You see, the physical side of a relationship is just too important to me.  If I'm in love and involved with a guy, I expect and want us to be close enough that we can spend a significant amount of time holding hands, cuddling, kissing, and making love.  I expect us to be able to fall asleep laying next to each other -- possibly even holding each other -- if not every night, then multiple times a week.  Yes, there's more to a relationship than physical intimacy and sex.  There's common interests, communication, common goals, mutual support, and several other things.  But the physical intimacy and sex is an important and integral part, too.  And that's something I want and need on a regular basis, not just when the two of us can arrange to get to the same state, let alone the same city.

I think this is especially true when a relationship is just starting.  I've come to realize that the kind of physical closeness -- and yes, even sexual closeness and intimacy -- are important components in the process of building a developing relationship.  So I can't imagine limiting my ability to engage in that process more fully by "dating" someone who is hundreds of miles away from me.

I admit though, that I was more open to the idea when I was in my early twenties, just a bit older than this guy.  I don't know if my own experiences translate to him -- and don't wish to suggest they necessarily do -- but I know that for me, it was a matter of being somewhat desperate to find a guy to love.  I had just come out to myself and my friends and moved back to a very rural area.  There weren't a lot of openly gay guys and even less decent venues to find them anyway.  So I'd often meet guys from other places -- some of them hundreds of miles away -- and would want to get into a long-distance relationship with them.  I figured I didn't have any local prospects and -- to be honest -- I was a little desperate.

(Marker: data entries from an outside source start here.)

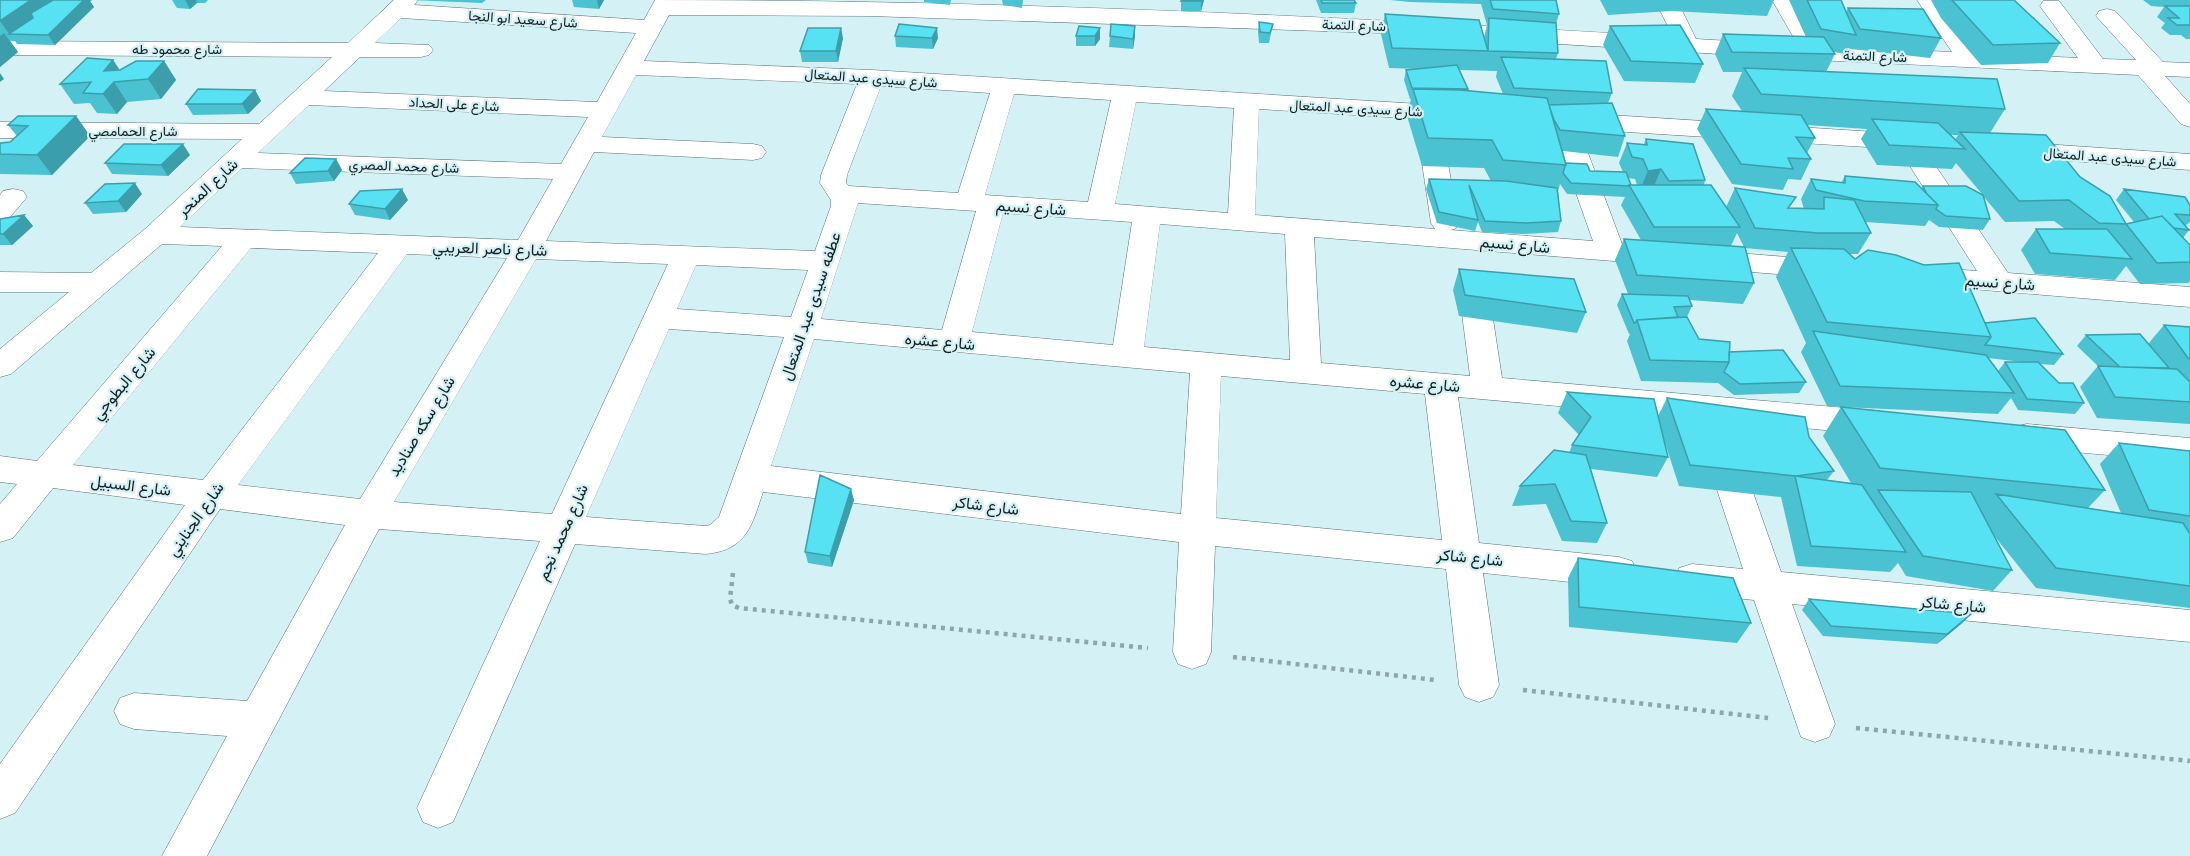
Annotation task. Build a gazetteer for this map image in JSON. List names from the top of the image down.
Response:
{
  "streets": {
    "street": [
      "شارع سعيد ابو النجا",
      "شارع التمنة",
      "شارع محمود طه",
      "شارع سيدى عبد المتعال",
      "شارع على الحداد",
      "شارع الحمامصي",
      "شارع محمد المصري",
      "شارع المنحر",
      "شارع نسيم",
      "شارع ناصر العريبي",
      "عطفه سيدى عبد المتعال",
      "شارع عشره",
      "شارع البطوجي",
      "شارع سكه صناديد",
      "شارع السبيل",
      "شارع شاكر",
      "شارع الجنايني",
      "شارع محمد نجم"
    ]
  },
  "crossings": [
    ["شارع سعيد ابو النجا", "شارع التمنة"],
    ["شارع سعيد ابو النجا", "شارع المنحر"],
    ["شارع سعيد ابو النجا", "شارع سكه صناديد"],
    ["شارع التمنة", "شارع سكه صناديد"],
    ["شارع محمود طه", "شارع المنحر"],
    ["شارع سيدى عبد المتعال", "عطفه سيدى عبد المتعال"],
    ["شارع سيدى عبد المتعال", "شارع سكه صناديد"],
    ["شارع على الحداد", "شارع المنحر"],
    ["شارع على الحداد", "شارع سكه صناديد"],
    ["شارع الحمامصي", "شارع المنحر"],
    ["شارع محمد المصري", "شارع المنحر"],
    ["شارع محمد المصري", "شارع سكه صناديد"],
    ["شارع المنحر", "شارع ناصر العريبي"],
    ["شارع نسيم", "عطفه سيدى عبد المتعال"],
    ["شارع ناصر العريبي", "عطفه سيدى عبد المتعال"],
    ["شارع ناصر العريبي", "شارع البطوجي"],
    ["شارع ناصر العريبي", "شارع سكه صناديد"],
    ["شارع ناصر العريبي", "شارع الجنايني"],
    ["شارع ناصر العريبي", "شارع محمد نجم"],
    ["عطفه سيدى عبد المتعال", "شارع عشره"],
    ["عطفه سيدى عبد المتعال", "شارع السبيل"],
    ["عطفه سيدى عبد المتعال", "شارع شاكر"],
    ["شارع عشره", "شارع محمد نجم"],
    ["شارع البطوجي", "شارع السبيل"],
    ["شارع سكه صناديد", "شارع السبيل"],
    ["شارع السبيل", "شارع الجنايني"],
    ["شارع السبيل", "شارع محمد نجم"]
  ]
}
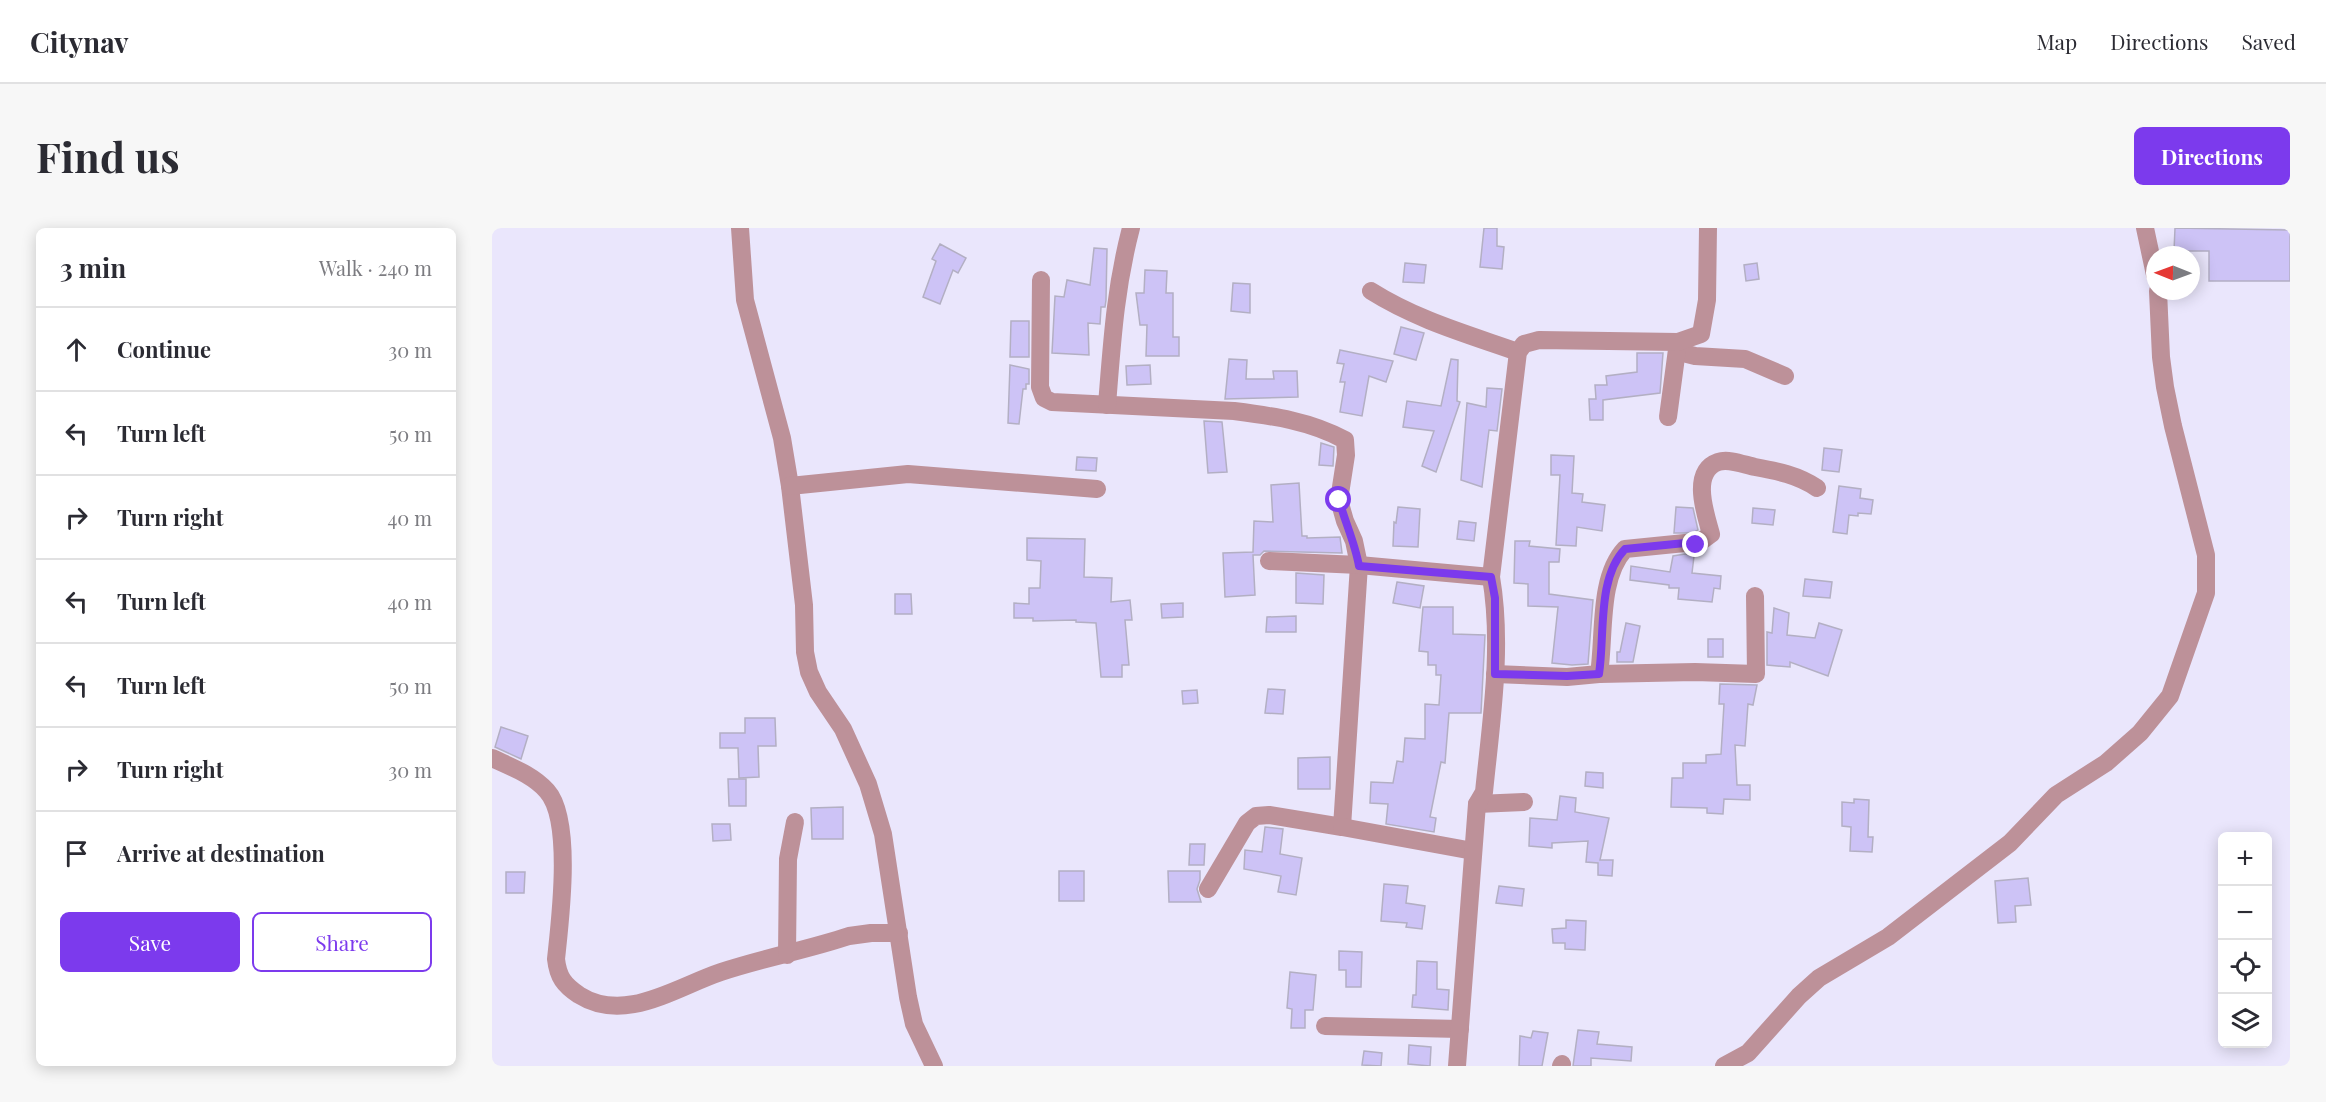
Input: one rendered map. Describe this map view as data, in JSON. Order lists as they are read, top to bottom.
{
  "north": "left",
  "page": {
    "header": "Citynav",
    "nav": ["Map", "Directions", "Saved"],
    "buttons": [
      "Directions",
      ["Save", "Share"]
    ],
    "title": "Find us",
    "heading": ["3 min", "Walk · 240 m"],
    "list": [
      ["Continue", "30 m"],
      ["Turn left", "50 m"],
      ["Turn right", "40 m"],
      ["Turn left", "40 m"],
      ["Turn left", "50 m"],
      ["Turn right", "30 m"],
      "Arrive at destination"
    ],
    "map_buttons": ["+", "−"]
  }
}
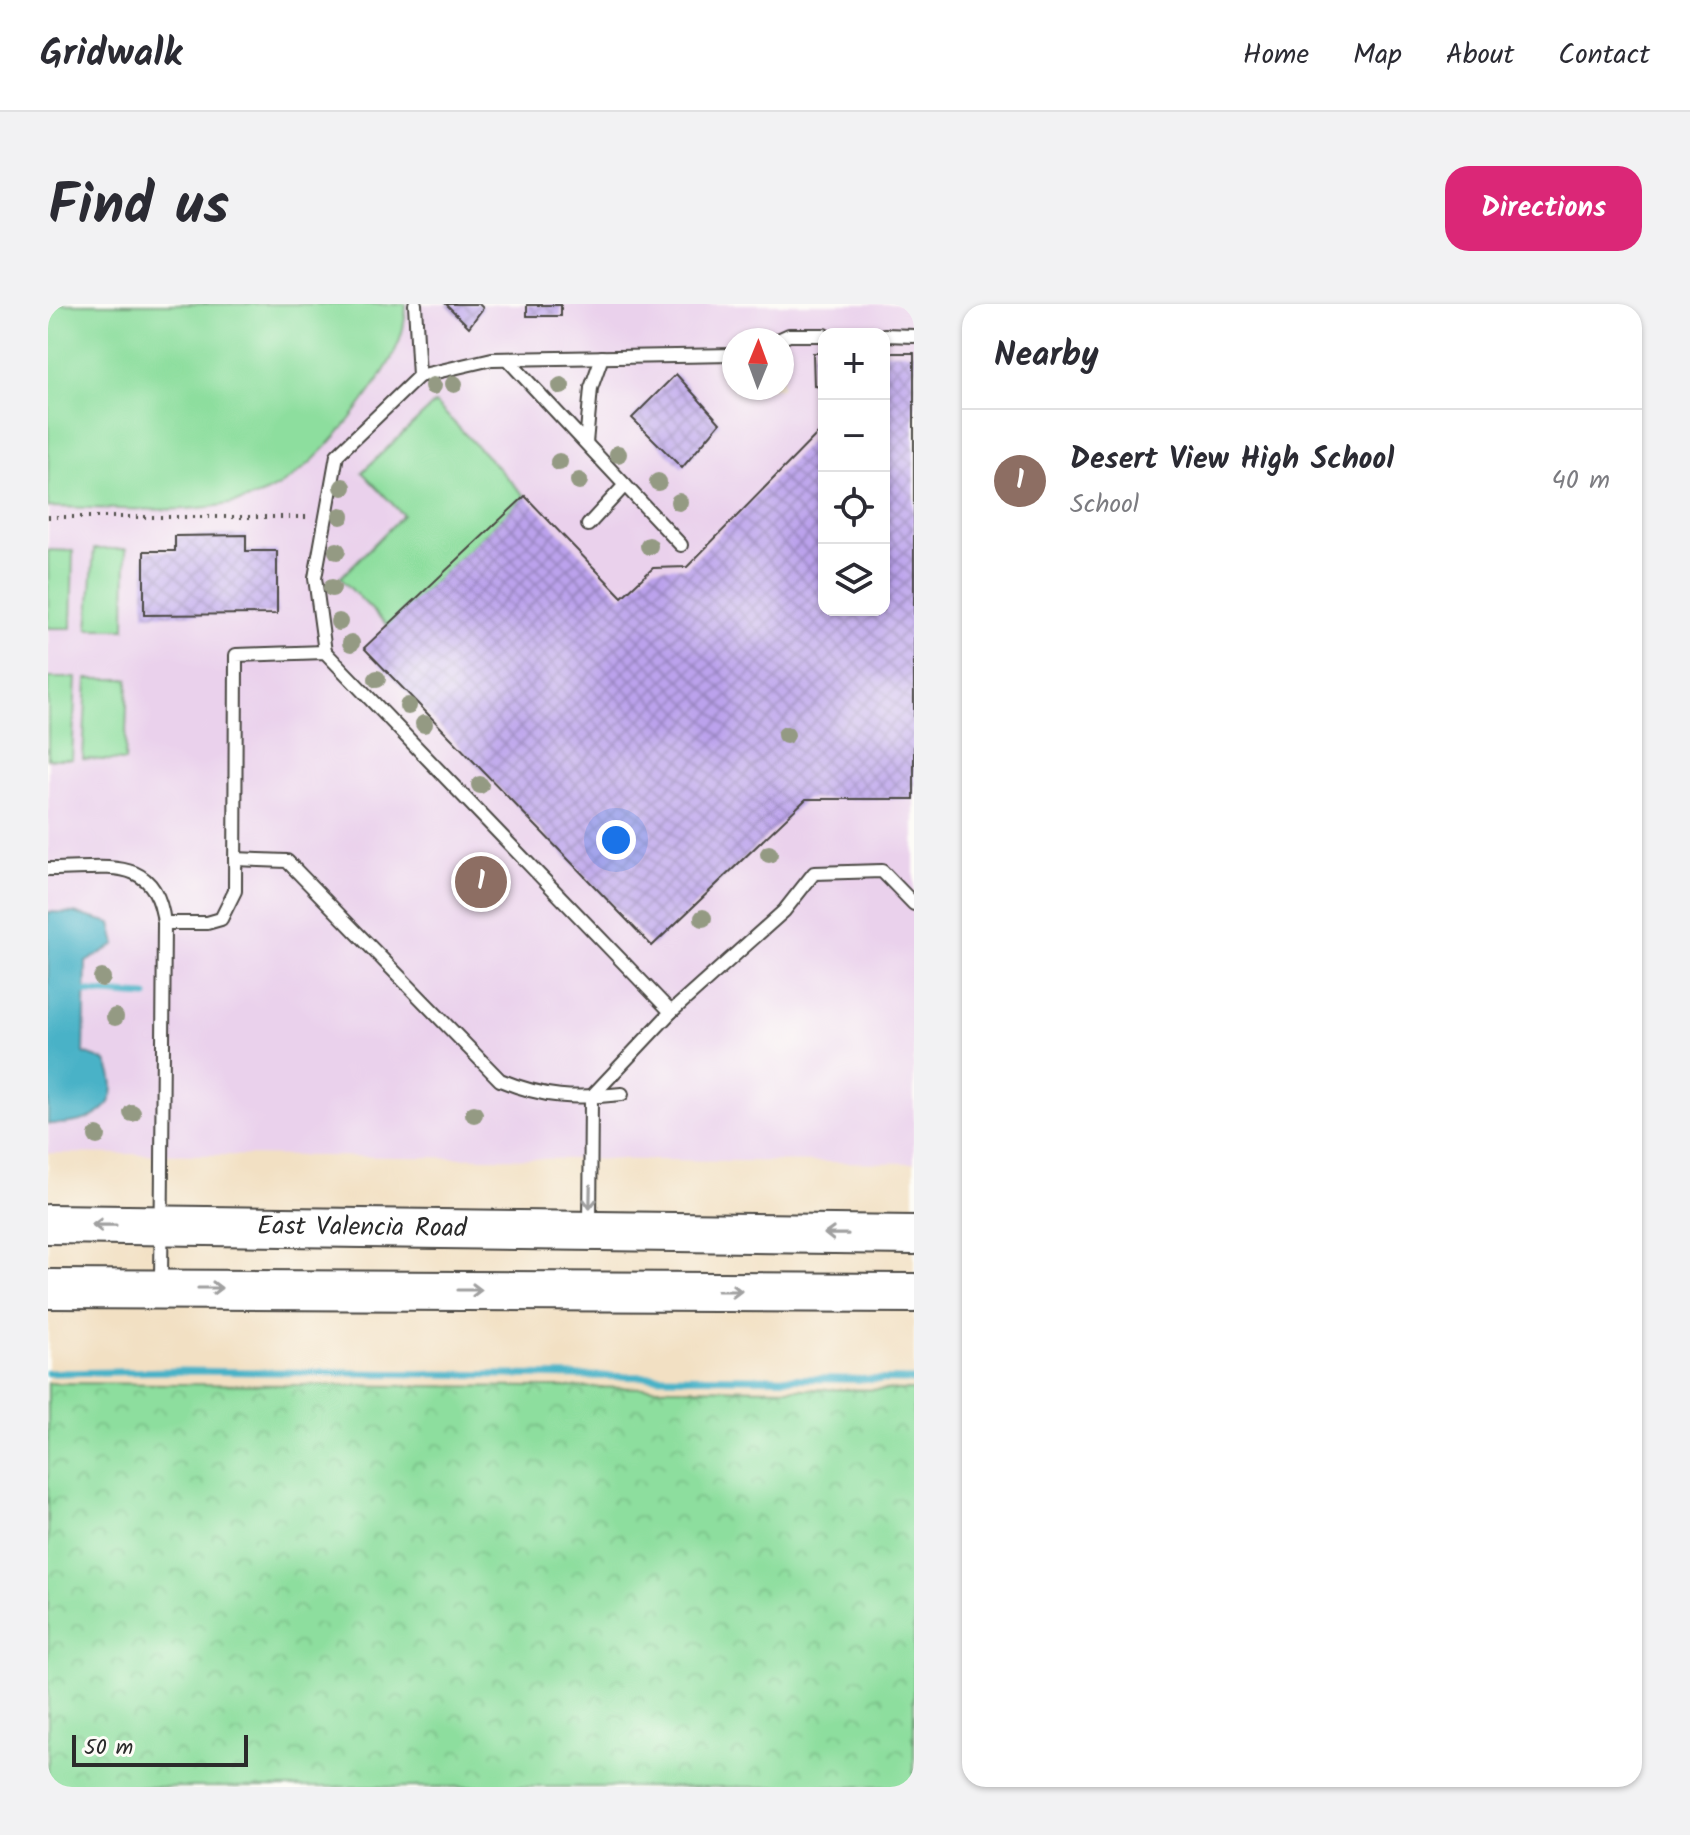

Of course, at the time, I also had this pie in the sky notion that if things worked really well, I could just move to wherever the guy in question lived.  This was at a time in my life when, as I've noted before, I was much more willing to quickly uproot myself for a guy.  To the point where with some of the guys, I would've moved if they asked me, as I had already convinced myself (way too soon, I admit in hindsight) that things would definitely work out.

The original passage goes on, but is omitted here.